*** Given records Section Begins ***

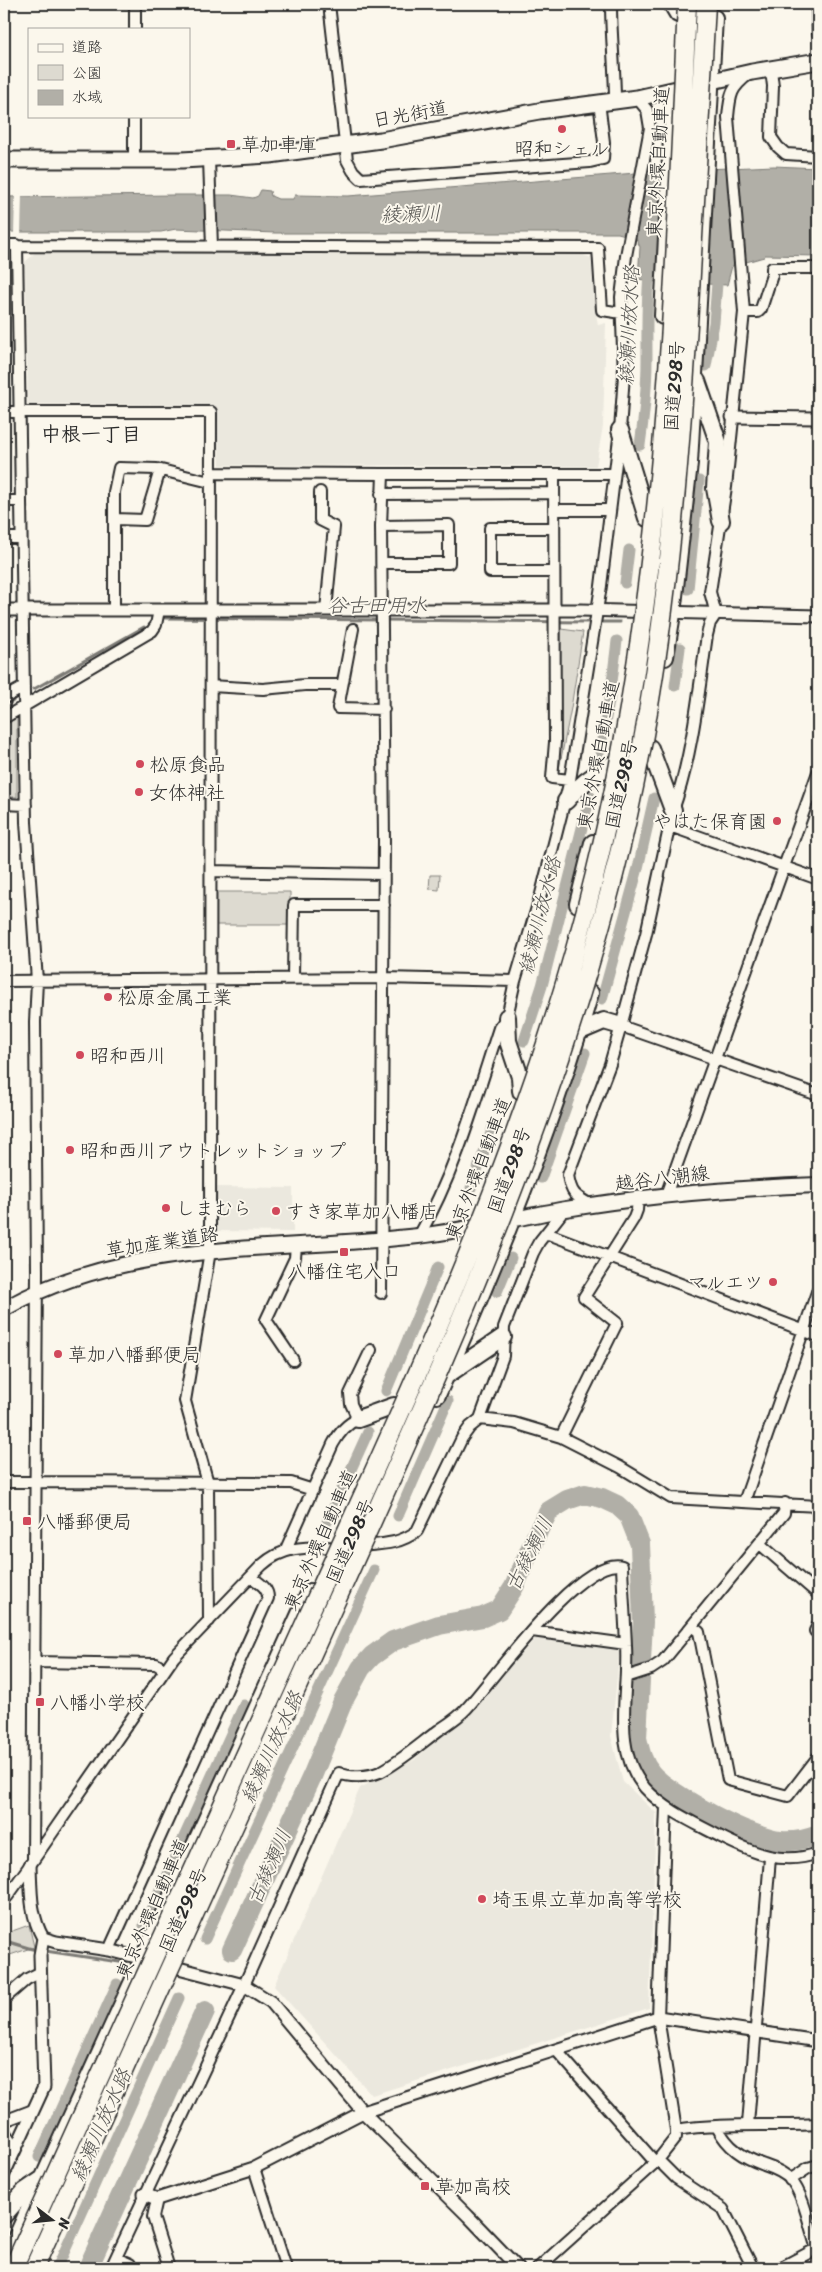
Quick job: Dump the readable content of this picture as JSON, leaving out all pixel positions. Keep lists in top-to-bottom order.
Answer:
{
  "streets": {
    "highway": ["東京外環自動車道", "国道298号"],
    "main road": ["日光街道", "越谷八潮線", "草加産業道路"]
  },
  "crossings": [
    ["日光街道", "国道298号"],
    ["東京外環自動車道", "国道298号"],
    ["国道298号", "越谷八潮線"],
    ["国道298号", "草加産業道路"],
    ["越谷八潮線", "草加産業道路"]
  ],
  "districts": ["中根一丁目"],
  "water": [
    "綾瀬川",
    "綾瀬川放水路",
    "谷古田用水",
    "古綾瀬川"
  ],
  "places": {
    "other": [
      "昭和シェル",
      "松原食品",
      "女体神社",
      "やはた保育園",
      "松原金属工業",
      "昭和西川",
      "昭和西川アウトレットショップ",
      "しまむら",
      "すき家草加八幡店",
      "マルエツ",
      "草加八幡郵便局",
      "埼玉県立草加高等学校"
    ],
    "transit": [
      "草加車庫",
      "八幡住宅入口",
      "八幡郵便局",
      "八幡小学校",
      "草加高校"
    ]
  },
  "legend": ["道路", "公園", "水域"],
  "north": "right"
}
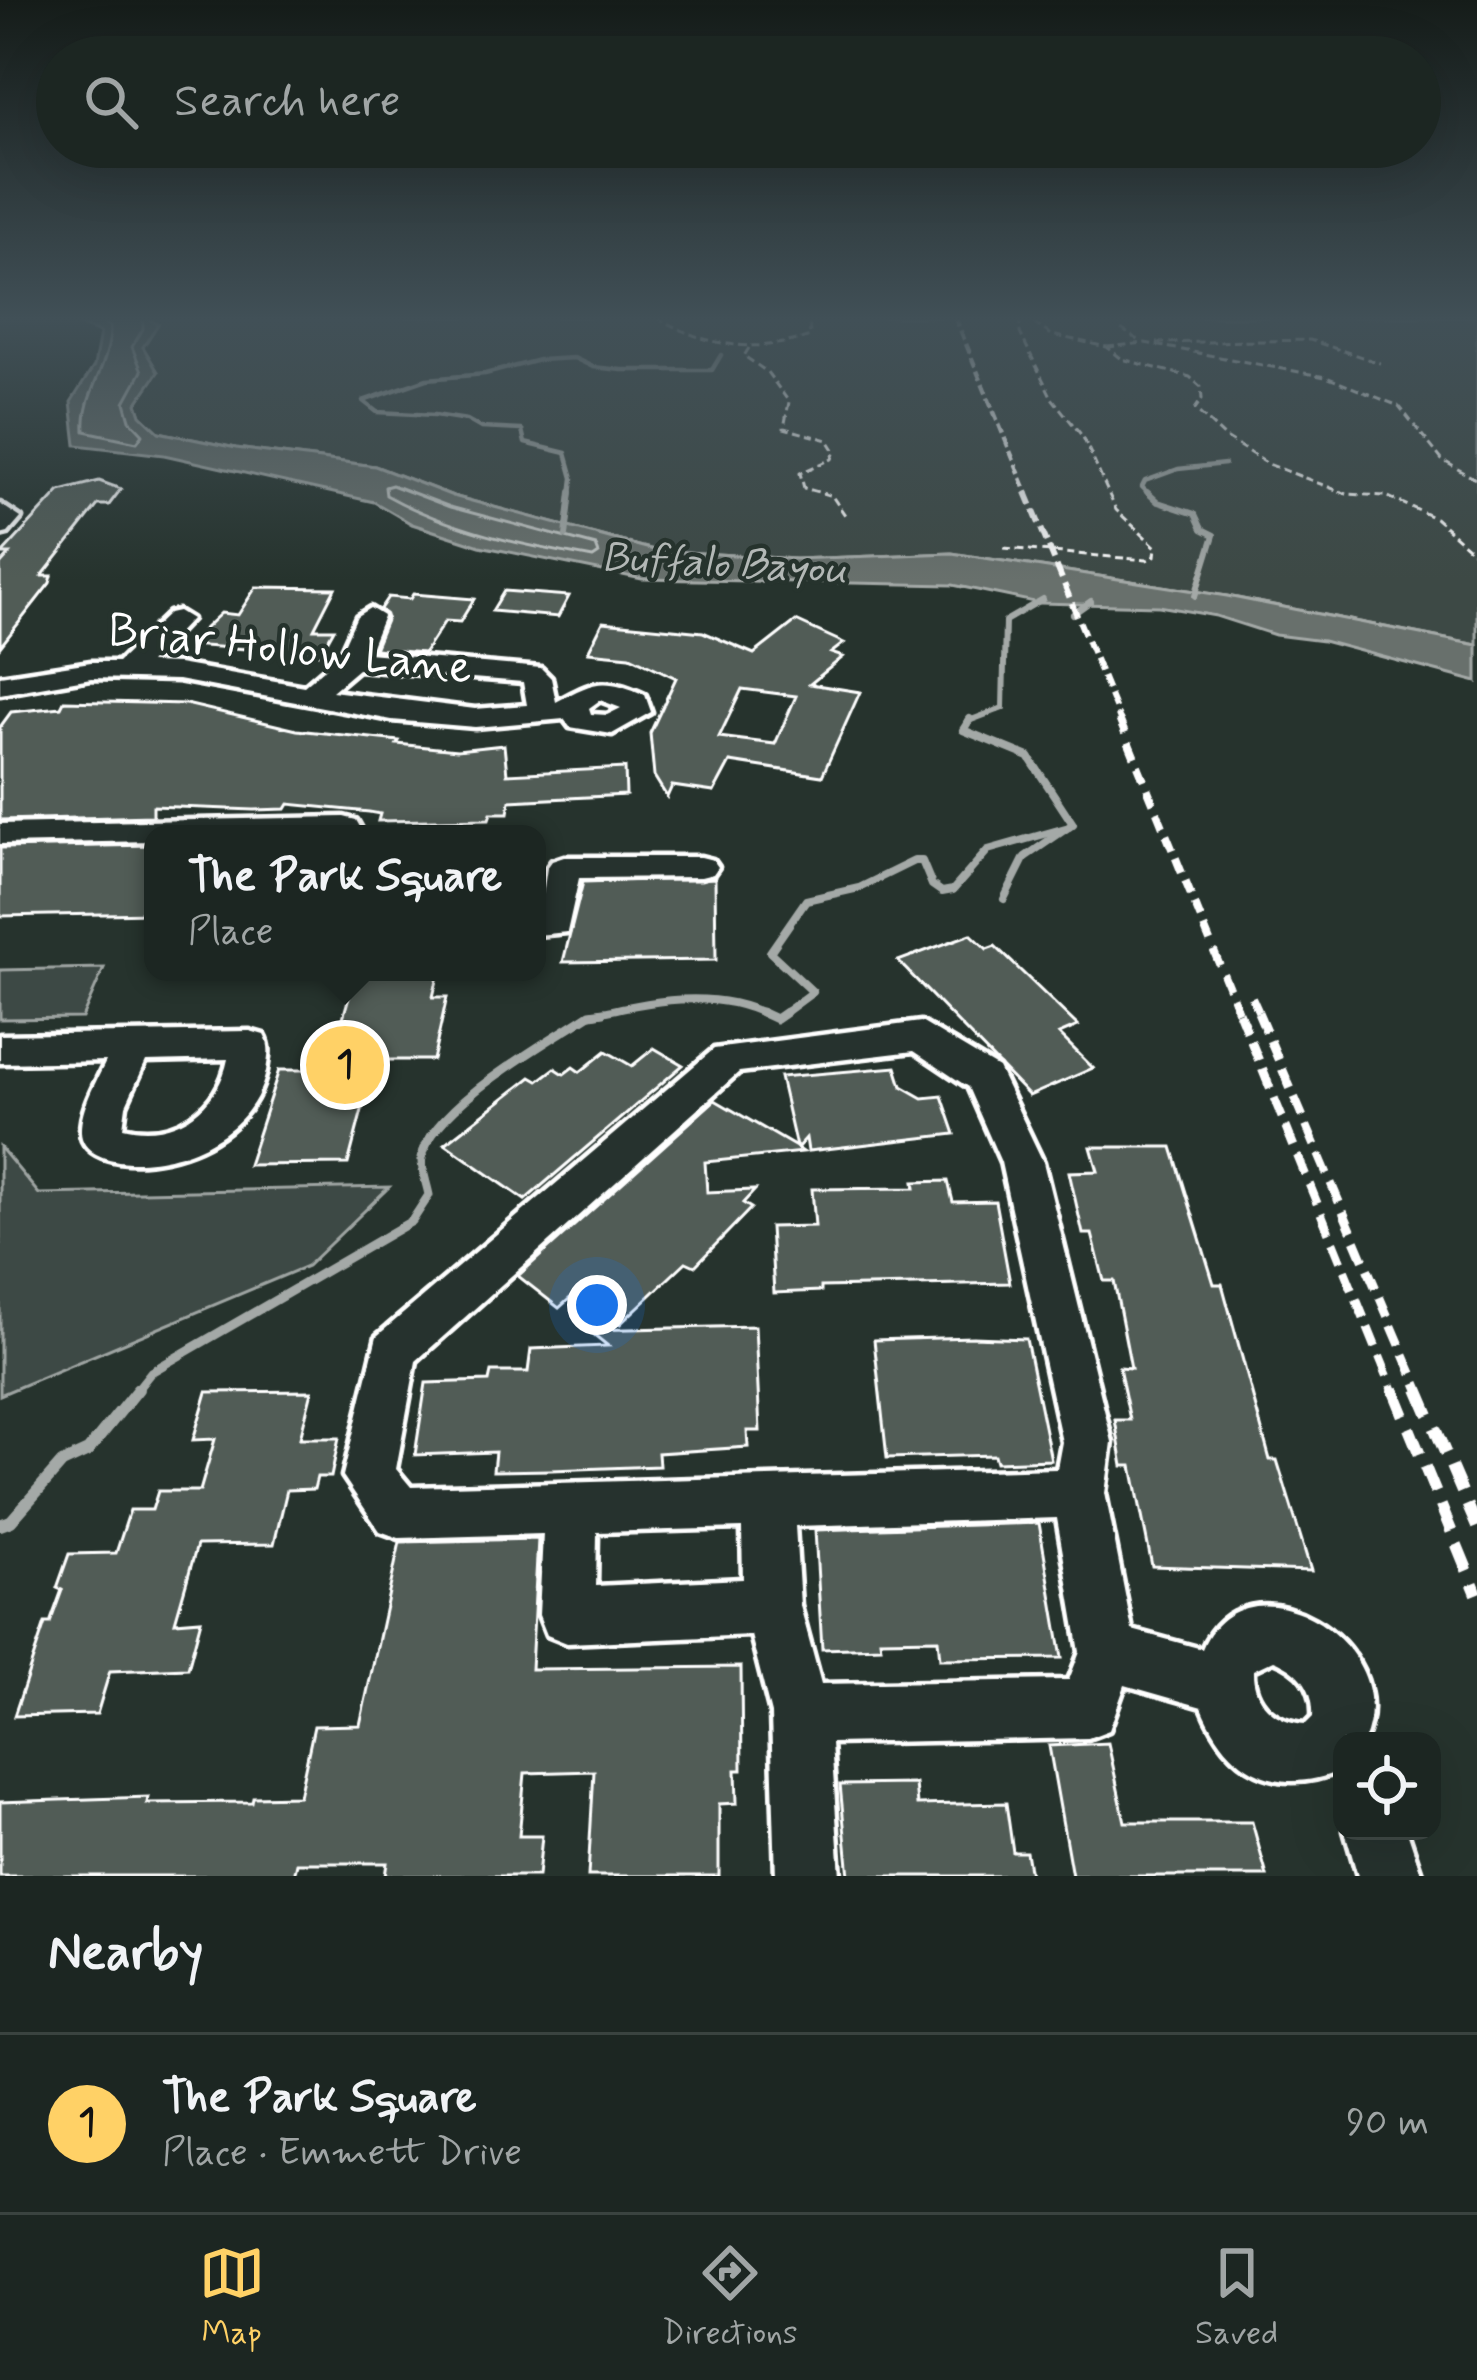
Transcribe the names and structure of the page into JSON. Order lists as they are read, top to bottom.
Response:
{
  "streets": {
    "street": ["Briar Hollow Lane"]
  },
  "water": ["Buffalo Bayou"],
  "page": {
    "search": "Search here",
    "popup": ["The Park Square", "Place"],
    "pins": "1",
    "heading": "Nearby",
    "list": [
      {
        "mark": "1",
        "name": "The Park Square",
        "note": "Place · Emmett Drive",
        "value": "90 m"
      }
    ],
    "nav": ["Map", "Directions", "Saved"]
  }
}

*** Given records Section Ends ***

Each line holding the word "bottom" must be pulled from the records.

Quick job: Dump the readable content of this picture as JSON, leaving out all pixel positions. Keep lists in top-to-bottom order.
Transcribe the names and structure of the page into JSON. Order lists as they are read, top to bottom.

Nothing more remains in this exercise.